General Motors Corp. plans to double production of vehicles equipped with OnStar’s in-vehicle communications systems in 2006 models.
The company said that for the 2006 model year, 3 million GM vehicles in the U.S. and Canada will be equipped with OnStar, up from 1.4 million and 2.2 million in the 2004 and 2005 model years, respectively. GM estimates it manufactures 5.5 million cars annually in North America.
The company’s partnership with Verizon Wireless is at least partly responsible for the increased demand for the service, said Chet Huber, president of GM’s OnStar subsidiary, in a conference call.
Earlier this summer, Verizon Wireless teamed with OnStar to offer a combined America’s Choice and OnStar service plan. The plan lets customers use their Verizon Wireless plan minutes to make and receive calls on their mobile phones and their OnStar in-vehicle phones, as well as transfer incoming calls from their mobile phones to their OnStar phones.
As for competition from increasingly advanced mobile devices, GM points to the advantages OnStar holds since it is embedded in the car.
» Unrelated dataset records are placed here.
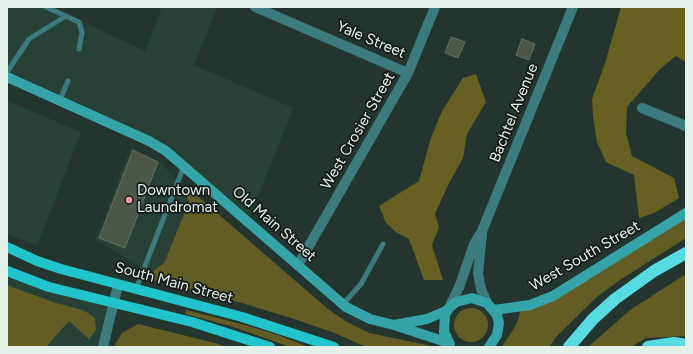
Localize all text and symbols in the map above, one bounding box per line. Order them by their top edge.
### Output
street label: Yale Street [334,17,408,63]
street label: Bachtel Avenue [486,61,542,165]
street label: West Crosier Street [317,69,399,193]
place label: Downtown Laundromat [137,182,218,217]
street label: Old Main Street [228,183,320,265]
marker: Downtown Laundromat [124,195,134,205]
street label: West South Street [527,217,643,295]
street label: South Main Street [113,259,235,307]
The service is capable of sending air-bag deployment alerts, performing remote diagnostics and remotely unlocking car doors, all of which add up to “a level of integration that a cell pone will never have,” said John Smith, group vice president of North America vehicle, sales, service and marketing for GM.
In addition, OnStar’s satellite-based phone service comes in handy when massive, albeit infrequent, power outages shut down both wireline and wireless communications, as was the case this hurricane season in Florida, Smith said.
GM said OnStar, which was first offered in 1996, is available on more than 50 GM models, and the newly announced increases will come mainly from offering the service as a standard feature or as part of an equipment package rather than as a stand-alone service.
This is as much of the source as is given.